Pires Vieira. Trash – Lixo de Artista

Se procurarmos um traço de identidade diacrónico no trabalho de Pires Vieira, desembocamos sempre na presença da tensão entre o formal e o conceptual, num equilíbrio idiossincrático meticulosamente trabalhado entre estas duas faces do trabalho artístico. Provavelmente por ter feito o seu período formativo nos anos sessenta, pela sua vivência de Paris naqueles anos de todas as revoluções, as tendências do Minimalismo e da Arte Conceptual desempenharam um papel matricial na sua identidade, uma marca que não perdeu vitalidade até hoje. Pires Vieira gosta de falar sobre o que faz, gosta de evidenciar relações, de fornecer pistas e de justificar as opções que estão na base de cada trabalho. É nas suas palavras que encontramos o desprezo pela metáfora enquanto ferramenta de produção de sentido, enquanto forma barroca de estabelecer ligações entre objectos plásticos e significados mais ou menos intelectualizados. A metáfora foi o inimigo a abater durante o Modernismo e, na realidade, a obra de Pires Vieira encontra abrigo mais facilmente no universo da Tardo-Vanguarda do que no Pós-Modernismo.

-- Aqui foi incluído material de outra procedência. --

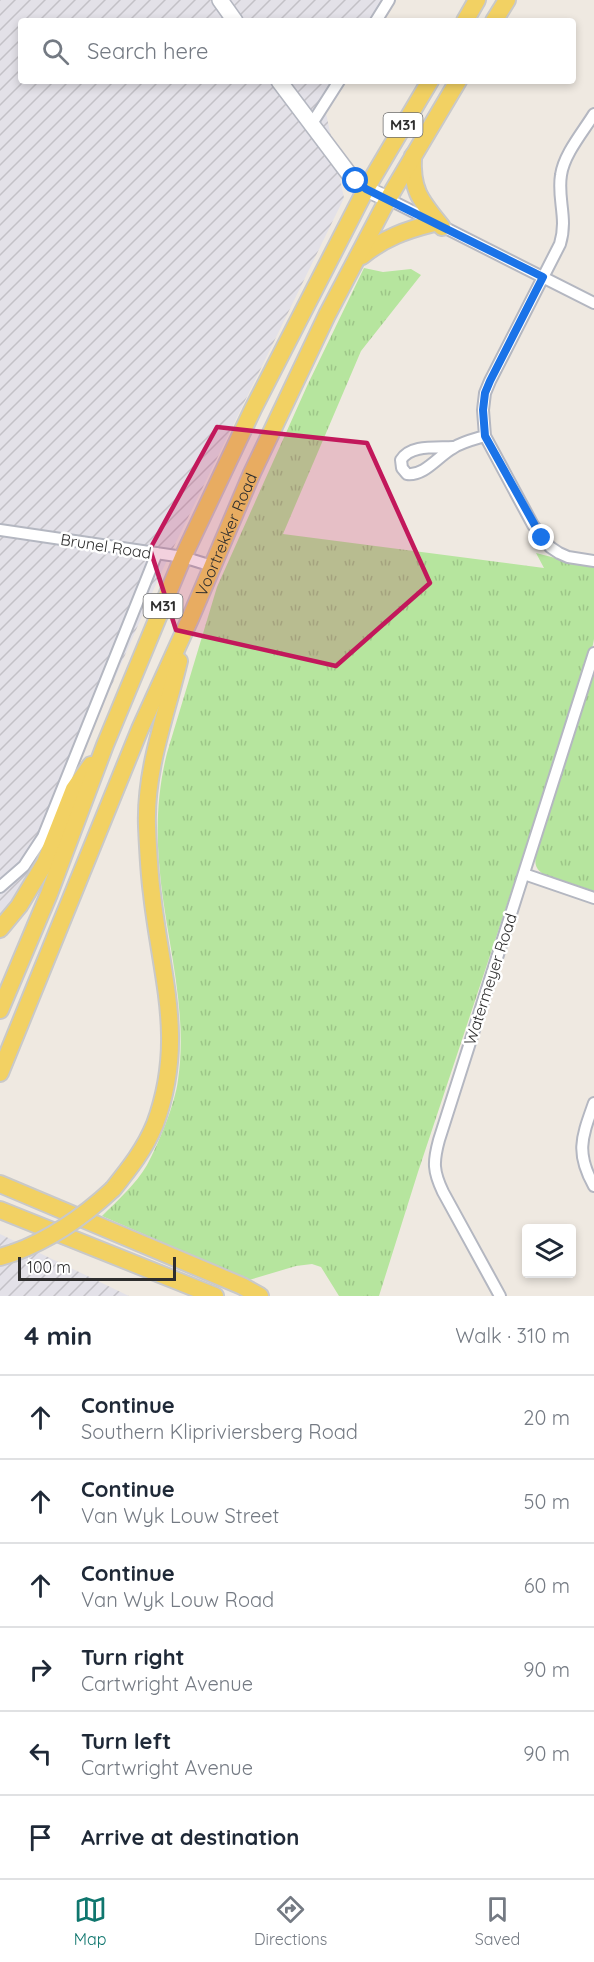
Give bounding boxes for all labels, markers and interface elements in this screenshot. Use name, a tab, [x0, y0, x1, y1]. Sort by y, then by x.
search box	[18, 18, 576, 84]
icon: search	[39, 35, 72, 68]
text: Search here	[87, 37, 208, 65]
road number: M31	[384, 113, 422, 137]
route start	[342, 167, 368, 193]
street label: Voortrekker Road	[191, 470, 261, 599]
route end	[528, 524, 554, 550]
street label: Brunel Road	[59, 529, 153, 563]
road number: M31	[144, 594, 182, 618]
street label: Watermeyer Road	[459, 911, 521, 1047]
map controls	[522, 1224, 576, 1278]
button: layers	[522, 1224, 576, 1278]
scale bar	[18, 1254, 176, 1282]
text: 100 m	[27, 1257, 71, 1277]
text: 4 min	[24, 1319, 92, 1352]
text: Walk · 310 m	[455, 1323, 570, 1348]
text: Continue	[81, 1391, 175, 1419]
icon: ahead	[24, 1401, 57, 1434]
text: 20 m	[523, 1405, 570, 1430]
text: Southern Klipriviersberg Road	[81, 1419, 358, 1444]
text: Continue	[81, 1475, 175, 1503]
icon: ahead	[24, 1485, 57, 1518]
text: 50 m	[524, 1489, 570, 1514]
text: Van Wyk Louw Street	[81, 1503, 279, 1528]
text: Continue	[81, 1559, 175, 1587]
icon: ahead	[24, 1569, 57, 1602]
text: 60 m	[524, 1573, 570, 1598]
text: Van Wyk Louw Road	[81, 1587, 274, 1612]
text: Turn right	[81, 1643, 185, 1671]
icon: right	[24, 1653, 57, 1686]
text: 90 m	[523, 1657, 570, 1682]
text: Cartwright Avenue	[81, 1671, 253, 1696]
text: Turn left	[81, 1727, 171, 1755]
icon: left	[24, 1737, 57, 1770]
text: 90 m	[523, 1741, 570, 1766]
text: Cartwright Avenue	[81, 1755, 253, 1780]
icon: arrive	[24, 1821, 57, 1854]
text: Arrive at destination	[81, 1823, 299, 1851]
tab: Map	[74, 1893, 107, 1949]
tab: Directions	[254, 1893, 327, 1949]
tab: Saved	[475, 1893, 520, 1949]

A Pires Vieira interessa o paradoxo. O oxímoro formal é evidente — e isso é reforçado pelas suas palavras — num conjunto de obras na primeira sala, onde telas de grande dimensão encostadas à parede estabelecem um estreito diálogo visível com objectos heteróclitos oriundos da indústria e do labor do homem, e o autor faz questão de sublinhar que o seu papel é estritamente formal e, para endentermos o sentido das obras, temos de suspender e ignorar a sua função prática ou qualquer outro valor semântico que o objecto possa transportar: no frigorífico interessa apenas a sua forma de paralelepípedo branco ou nos pneus de tractor nada é relevante para além da percepção de uma espessa circunferência negra.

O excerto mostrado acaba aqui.